Mit der Einreichung einer solchen Gegendarstellung können Sie dem Arbeitgeber Ihre Sicht der Dinge darlegen. Eventuell können Sie falschen Sachverhaltsangaben des Arbeitgebers entgegentreten. Kommt es zu einem Gerichtsverfahren, in dem sich der Arbeitgeber auf das abgemahnte Fehlverhalten beruft – etwa um eine Kündigung des Arbeitsverhältnisses zu rechtfertigen – so muss dieser das Fehlverhalten nachweisen.
Die Gegendarstellung ist ein vergleichsweise mildes Mittel, mit dem das Arbeitsverhältnis nicht weiter belastet werden dürfte. Ein solches Vorgehen kann unter Umständen ausreichen, wenn die Hoffnung besteht, dass das Arbeitsverhältnis grundsätzlich noch gekittet werden kann. Eine zusätzliche (gerichtliche) Auseinandersetzung kann dann kontraproduktiv sein.
Das persönliche Gespräch mit dem Vorgesetzten suchen
Zusätzlich zur Gegendarstellung kann auch das persönliche Gespräch mit dem Vorgesetzten gesucht werden, um zu besprechen, wie in Zukunft das Arbeitsverhältnis verbessert werden kann. Dies kann insbesondere während der Probezeit oder in kleinen Betrieben bis zu zehn Mitarbeitern, in denen kein Kündigungsschutz nach dem Kündigungsschutzgesetz gilt, ratsam sein. Gerade dort, wo das Arbeitsverhältnis durch das tägliche Miteinander der Kollegen, wie es gerade in kleinen Betrieben üblich ist, geprägt ist, kann das persönliche Gespräch ein wichtiger Schritt sein, um das angekratzte Vertrauensverhältnis zum Unternehmenschef und den Kollegen wiederherzustellen. Auch wenn die Abmahnung berechtigt ist, d.h. der Arbeitgeber die vorgeworfene Pflichtverletzung zur Recht bemängelt und den Sacherhalt auch nachweisen kann, kann das persönliche Gespräch die beste Möglichkeit sein, um das Arbeitsverhältnis zu retten. Dieses Gespräch sollte aber wohlüberlegt und vorbereitet sein. Es sollte keinesfalls in der ersten Hitze des Gefechts nach Erhalt der Abmahnung geführt werden.
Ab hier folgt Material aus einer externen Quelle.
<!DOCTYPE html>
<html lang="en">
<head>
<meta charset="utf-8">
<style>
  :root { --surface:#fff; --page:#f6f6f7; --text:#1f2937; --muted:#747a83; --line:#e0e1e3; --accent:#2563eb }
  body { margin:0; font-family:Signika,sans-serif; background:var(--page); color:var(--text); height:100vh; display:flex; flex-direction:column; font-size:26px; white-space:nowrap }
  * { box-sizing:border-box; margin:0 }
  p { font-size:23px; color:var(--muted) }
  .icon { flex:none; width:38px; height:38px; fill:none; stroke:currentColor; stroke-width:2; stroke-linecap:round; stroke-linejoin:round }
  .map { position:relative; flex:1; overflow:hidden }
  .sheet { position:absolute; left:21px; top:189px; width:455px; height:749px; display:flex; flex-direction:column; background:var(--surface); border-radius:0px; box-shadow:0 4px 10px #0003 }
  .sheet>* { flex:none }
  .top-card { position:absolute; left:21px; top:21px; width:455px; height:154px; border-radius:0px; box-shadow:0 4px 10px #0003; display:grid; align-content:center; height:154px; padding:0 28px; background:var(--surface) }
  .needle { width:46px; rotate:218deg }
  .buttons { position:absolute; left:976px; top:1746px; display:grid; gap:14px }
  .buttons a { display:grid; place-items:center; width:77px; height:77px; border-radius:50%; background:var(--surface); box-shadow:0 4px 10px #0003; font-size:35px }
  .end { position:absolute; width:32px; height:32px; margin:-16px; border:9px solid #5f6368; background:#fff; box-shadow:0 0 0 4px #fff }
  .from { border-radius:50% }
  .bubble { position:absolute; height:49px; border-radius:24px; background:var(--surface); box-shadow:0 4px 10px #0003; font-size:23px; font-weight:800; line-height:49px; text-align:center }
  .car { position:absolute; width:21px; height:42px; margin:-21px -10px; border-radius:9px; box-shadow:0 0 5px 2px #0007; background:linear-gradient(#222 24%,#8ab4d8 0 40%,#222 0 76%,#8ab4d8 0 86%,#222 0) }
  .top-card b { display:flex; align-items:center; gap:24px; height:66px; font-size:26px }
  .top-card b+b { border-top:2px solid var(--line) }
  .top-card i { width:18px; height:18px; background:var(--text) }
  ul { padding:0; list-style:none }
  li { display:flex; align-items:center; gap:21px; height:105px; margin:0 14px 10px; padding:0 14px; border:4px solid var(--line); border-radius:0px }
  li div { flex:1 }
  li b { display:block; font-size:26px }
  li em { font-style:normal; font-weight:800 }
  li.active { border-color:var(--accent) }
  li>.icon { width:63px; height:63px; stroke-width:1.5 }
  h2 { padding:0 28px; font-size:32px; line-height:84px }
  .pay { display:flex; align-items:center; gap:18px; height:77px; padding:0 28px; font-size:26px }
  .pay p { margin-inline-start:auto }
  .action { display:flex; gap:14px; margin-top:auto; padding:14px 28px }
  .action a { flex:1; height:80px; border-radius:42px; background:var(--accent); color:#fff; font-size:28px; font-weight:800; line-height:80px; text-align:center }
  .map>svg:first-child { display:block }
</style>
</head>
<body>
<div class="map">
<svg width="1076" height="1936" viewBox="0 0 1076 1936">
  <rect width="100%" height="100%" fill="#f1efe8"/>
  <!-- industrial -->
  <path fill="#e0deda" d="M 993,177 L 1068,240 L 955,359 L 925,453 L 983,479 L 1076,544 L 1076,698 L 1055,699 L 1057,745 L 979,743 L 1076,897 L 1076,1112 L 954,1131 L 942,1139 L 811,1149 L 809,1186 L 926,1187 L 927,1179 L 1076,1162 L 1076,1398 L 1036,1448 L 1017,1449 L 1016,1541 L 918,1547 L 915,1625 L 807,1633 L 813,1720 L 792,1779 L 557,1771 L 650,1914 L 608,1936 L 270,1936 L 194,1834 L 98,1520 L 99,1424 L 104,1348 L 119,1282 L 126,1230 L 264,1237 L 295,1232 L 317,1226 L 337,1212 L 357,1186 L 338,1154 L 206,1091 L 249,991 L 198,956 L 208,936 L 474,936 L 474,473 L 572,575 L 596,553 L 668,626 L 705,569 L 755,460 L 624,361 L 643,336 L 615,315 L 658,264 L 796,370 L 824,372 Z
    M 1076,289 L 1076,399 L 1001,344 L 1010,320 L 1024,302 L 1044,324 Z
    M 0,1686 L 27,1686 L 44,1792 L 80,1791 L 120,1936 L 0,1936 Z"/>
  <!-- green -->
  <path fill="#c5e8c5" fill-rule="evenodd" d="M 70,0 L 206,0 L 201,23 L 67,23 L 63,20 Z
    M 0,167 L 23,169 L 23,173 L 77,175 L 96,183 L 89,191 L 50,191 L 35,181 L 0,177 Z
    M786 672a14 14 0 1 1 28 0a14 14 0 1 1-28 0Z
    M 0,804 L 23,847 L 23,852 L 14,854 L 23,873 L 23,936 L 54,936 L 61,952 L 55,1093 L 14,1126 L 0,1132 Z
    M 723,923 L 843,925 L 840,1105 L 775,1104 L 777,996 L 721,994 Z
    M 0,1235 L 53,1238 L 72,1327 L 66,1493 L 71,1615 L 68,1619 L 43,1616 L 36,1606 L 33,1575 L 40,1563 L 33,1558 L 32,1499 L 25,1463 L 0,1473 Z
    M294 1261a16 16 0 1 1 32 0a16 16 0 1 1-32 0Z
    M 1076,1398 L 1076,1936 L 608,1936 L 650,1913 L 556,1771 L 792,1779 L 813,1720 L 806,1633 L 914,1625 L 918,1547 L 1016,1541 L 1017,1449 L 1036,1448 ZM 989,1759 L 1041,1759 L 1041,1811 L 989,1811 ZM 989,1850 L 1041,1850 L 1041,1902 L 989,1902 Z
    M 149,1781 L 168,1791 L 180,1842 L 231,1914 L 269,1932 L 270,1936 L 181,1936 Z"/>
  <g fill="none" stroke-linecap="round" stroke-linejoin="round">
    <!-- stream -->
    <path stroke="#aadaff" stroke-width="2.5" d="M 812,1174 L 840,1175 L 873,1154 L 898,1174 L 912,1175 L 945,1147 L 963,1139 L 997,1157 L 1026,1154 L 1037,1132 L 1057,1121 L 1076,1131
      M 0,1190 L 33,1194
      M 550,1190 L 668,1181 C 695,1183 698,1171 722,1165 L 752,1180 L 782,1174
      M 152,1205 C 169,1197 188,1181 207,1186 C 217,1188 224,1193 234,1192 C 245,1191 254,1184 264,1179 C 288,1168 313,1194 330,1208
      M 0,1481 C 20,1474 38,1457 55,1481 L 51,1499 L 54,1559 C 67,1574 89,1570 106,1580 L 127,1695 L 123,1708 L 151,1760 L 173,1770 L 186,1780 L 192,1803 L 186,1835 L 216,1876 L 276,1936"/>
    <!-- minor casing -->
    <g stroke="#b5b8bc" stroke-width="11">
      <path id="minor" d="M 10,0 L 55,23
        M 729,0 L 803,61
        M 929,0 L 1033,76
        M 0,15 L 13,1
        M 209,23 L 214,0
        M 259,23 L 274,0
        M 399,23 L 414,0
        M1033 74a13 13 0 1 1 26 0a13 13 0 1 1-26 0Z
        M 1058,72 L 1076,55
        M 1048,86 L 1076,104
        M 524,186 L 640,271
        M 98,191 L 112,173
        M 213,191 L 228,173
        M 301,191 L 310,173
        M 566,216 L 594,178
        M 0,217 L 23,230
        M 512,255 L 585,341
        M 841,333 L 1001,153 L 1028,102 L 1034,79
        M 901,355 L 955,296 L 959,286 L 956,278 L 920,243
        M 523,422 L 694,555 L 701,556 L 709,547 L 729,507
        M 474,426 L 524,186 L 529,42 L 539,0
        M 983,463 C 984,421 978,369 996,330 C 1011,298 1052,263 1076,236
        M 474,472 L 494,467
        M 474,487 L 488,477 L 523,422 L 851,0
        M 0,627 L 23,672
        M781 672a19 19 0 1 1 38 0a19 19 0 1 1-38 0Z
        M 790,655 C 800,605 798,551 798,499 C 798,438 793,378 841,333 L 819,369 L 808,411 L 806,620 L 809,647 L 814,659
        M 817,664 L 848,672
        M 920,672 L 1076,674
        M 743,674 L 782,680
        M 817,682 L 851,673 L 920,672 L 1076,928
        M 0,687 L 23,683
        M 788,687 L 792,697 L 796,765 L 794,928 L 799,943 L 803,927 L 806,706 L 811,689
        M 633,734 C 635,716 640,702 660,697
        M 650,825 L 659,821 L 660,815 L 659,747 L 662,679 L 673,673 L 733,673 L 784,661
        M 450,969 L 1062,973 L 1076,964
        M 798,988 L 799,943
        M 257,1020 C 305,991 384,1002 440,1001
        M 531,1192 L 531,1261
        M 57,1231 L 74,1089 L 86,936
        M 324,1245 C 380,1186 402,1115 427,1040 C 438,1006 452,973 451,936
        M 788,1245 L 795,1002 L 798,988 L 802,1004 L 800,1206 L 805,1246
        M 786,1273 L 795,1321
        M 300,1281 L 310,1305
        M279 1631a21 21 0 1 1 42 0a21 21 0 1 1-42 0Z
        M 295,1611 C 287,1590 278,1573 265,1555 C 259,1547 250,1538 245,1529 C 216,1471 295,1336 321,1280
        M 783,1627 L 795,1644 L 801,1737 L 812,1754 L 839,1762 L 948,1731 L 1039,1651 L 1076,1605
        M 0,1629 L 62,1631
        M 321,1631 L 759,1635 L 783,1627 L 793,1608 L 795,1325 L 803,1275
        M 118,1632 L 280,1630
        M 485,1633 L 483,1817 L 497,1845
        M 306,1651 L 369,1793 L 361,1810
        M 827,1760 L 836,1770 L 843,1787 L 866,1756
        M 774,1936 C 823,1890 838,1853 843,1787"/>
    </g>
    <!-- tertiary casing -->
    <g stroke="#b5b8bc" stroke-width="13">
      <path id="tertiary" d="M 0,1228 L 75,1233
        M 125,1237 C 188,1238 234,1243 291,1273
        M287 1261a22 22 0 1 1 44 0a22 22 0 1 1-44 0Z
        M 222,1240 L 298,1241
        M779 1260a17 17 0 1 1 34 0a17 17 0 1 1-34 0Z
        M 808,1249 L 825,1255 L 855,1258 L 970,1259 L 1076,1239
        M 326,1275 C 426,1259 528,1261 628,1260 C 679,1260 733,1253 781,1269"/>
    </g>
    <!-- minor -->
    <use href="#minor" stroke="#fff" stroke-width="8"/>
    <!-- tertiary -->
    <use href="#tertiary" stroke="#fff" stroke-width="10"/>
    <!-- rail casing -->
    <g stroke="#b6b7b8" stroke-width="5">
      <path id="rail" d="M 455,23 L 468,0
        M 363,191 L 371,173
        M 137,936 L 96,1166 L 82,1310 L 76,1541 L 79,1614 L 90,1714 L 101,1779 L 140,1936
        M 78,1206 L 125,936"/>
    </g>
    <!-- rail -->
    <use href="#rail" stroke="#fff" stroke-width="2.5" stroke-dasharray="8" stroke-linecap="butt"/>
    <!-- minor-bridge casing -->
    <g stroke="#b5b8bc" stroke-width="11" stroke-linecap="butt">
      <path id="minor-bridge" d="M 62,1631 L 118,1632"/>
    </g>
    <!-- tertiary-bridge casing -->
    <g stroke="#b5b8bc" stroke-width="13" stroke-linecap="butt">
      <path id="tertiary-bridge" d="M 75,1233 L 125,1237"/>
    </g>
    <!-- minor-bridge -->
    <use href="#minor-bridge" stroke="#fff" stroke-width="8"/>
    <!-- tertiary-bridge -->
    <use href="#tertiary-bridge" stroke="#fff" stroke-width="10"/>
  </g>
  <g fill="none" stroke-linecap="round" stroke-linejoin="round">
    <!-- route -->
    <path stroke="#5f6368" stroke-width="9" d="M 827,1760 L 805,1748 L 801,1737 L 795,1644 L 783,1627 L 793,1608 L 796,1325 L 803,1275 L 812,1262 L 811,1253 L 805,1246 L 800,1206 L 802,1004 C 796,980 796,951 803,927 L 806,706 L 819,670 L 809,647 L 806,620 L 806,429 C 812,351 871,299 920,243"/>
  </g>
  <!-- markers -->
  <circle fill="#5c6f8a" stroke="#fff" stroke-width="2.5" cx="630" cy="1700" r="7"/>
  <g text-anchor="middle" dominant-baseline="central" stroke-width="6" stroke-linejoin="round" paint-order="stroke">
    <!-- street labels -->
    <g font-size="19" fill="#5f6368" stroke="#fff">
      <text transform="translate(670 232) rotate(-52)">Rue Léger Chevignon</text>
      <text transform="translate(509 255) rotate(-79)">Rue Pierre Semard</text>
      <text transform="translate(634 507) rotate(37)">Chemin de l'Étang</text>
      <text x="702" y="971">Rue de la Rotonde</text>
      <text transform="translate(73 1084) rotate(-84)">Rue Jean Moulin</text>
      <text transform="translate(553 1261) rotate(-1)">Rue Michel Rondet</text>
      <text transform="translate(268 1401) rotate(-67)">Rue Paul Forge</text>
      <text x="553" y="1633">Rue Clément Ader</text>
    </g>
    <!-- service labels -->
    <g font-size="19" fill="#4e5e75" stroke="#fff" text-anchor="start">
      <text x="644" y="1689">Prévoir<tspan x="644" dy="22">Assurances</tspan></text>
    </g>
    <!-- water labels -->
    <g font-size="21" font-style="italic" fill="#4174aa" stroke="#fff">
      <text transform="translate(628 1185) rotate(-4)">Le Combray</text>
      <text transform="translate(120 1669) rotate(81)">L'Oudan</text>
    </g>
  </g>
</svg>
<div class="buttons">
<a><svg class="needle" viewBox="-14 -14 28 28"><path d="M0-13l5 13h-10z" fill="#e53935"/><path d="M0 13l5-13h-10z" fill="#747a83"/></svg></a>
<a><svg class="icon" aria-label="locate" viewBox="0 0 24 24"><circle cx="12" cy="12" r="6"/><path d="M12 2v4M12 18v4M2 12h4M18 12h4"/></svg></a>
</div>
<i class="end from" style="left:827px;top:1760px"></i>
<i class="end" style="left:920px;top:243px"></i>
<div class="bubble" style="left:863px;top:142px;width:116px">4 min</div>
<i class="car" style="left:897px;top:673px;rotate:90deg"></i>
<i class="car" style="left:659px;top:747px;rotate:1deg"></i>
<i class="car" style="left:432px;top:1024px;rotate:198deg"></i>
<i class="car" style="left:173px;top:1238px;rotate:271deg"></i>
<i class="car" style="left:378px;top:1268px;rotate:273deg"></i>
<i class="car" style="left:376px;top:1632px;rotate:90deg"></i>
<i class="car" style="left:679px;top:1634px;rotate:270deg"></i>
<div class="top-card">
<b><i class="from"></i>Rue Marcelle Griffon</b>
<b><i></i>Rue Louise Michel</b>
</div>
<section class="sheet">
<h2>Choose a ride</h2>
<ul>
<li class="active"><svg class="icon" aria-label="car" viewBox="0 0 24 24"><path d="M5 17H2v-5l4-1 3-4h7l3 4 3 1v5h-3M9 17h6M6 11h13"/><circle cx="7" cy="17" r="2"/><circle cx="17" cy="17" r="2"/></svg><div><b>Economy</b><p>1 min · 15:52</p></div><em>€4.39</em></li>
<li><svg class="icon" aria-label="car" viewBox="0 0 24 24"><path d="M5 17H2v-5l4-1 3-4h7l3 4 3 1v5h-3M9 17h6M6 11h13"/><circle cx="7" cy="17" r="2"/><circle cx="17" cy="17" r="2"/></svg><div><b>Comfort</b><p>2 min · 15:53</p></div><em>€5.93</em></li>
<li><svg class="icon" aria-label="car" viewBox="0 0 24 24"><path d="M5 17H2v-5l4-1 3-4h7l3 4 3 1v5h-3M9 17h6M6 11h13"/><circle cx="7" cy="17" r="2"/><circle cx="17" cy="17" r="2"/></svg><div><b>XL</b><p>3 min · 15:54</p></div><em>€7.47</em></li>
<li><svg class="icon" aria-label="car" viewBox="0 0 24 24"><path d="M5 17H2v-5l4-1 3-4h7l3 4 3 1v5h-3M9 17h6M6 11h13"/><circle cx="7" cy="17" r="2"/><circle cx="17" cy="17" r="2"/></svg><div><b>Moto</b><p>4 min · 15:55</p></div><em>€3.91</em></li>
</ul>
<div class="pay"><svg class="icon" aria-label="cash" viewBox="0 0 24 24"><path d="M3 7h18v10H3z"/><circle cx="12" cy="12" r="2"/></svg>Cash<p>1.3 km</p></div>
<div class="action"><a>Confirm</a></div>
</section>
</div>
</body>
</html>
Beschwerde beim Betriebsrat einreichen
Gibt es einen Betriebsrat, so kann dieser über die Abmahnung in Kenntnis gesetzt werden. Sie haben als Arbeitnehmer gemäß § 85 Absatz 1 BetrVG (Betriebsverfassungsgesetz) einen Anspruch auf Beschwerde beim Betriebsrat. Dieser kann bei der Vermittlung mit dem Arbeitgeber weiterhelfen. Hält der Betriebsrat die Beschwerde für berechtigt, so muss er beim Arbeitgeber auf Abhilfe hinwirken.
Klage auf Entfernung der Abmahnung aus der Personalakte
Das schärfste Schwert des Arbeitnehmers, um gegen eine Abmahnung vorzugehen, ist die Klage auf Rücknahme der Abmahnung vor dem Arbeitsgericht. Dort können Sie die Entfernung einer unberechtigten Abmahnung aus der Personalakte verlangen. Dann muss der Arbeitgeber nachweisen, dass die Abmahnung berechtigt ist. Er muss also darlegen und beweisen, dass der Arbeitnehmer die konkret vorgeworfene Pflichtverletzung begangen hat. Die Erhebung einer solche Klage sollte aber wohl überlegt sein. Sie sollte nur unternommen werden, wenn das Arbeitsverhältnis ohnehin schwer gestört ist. Denn mit der Einleitung eines solchen streitigen Klageverfahrens wird den Parteien vor Augen geführt, dass sie nicht auf einer Seite stehen, sondern divergierende Parteiinteressen vertreten, die vor Gericht ausgefochten werden. In der persönlichen Wahrnehmung von Arbeitgeber und Arbeitnehmer kann dies die Fronten verhärten und die Sichtweise auf die andere Seite nicht als Kollege, sondern als Gegner zementieren.
Fazit
Egal, ob Sie gegen die Abmahnung vorgehen wollen, ob Sie das persönliche Gespräch mit dem Arbeitgeber suchen oder sich sogar vor dem Arbeitsgericht gegen die Abmahnung wehren: In jedem Fall sollten Sie die zu Ihren Gunsten vorliegenden Beweise sichern, mit denen sich die Vorwürfe des Arbeitgebers entkräften lassen. Anschließen ist zu überlegen, ob und wie Sie gegen die Abmahnung vorgehen. Manchmal kann es sogar ratsam sein, gar nichts weiter zu unternehmen, sondern die Abmahnung zunächst auf sich beruhen zu lassen. Denn kommt es zu einer auf das abgemahnte Fehlverhalten gestützten Kündigung, so muss der Arbeitgeber, wenn Sie die Vorwürfe bestreiten, diese konkret darlegen und beweisen. Eine (unberechtigte) Abmahnung entbindet den Arbeitgeber nicht von dieser Darlegungs‐ und Beweislast. Eine Verteidigung gegen die in der Abmahnung aufgeführten Vorwürfe ist also auch später noch möglich.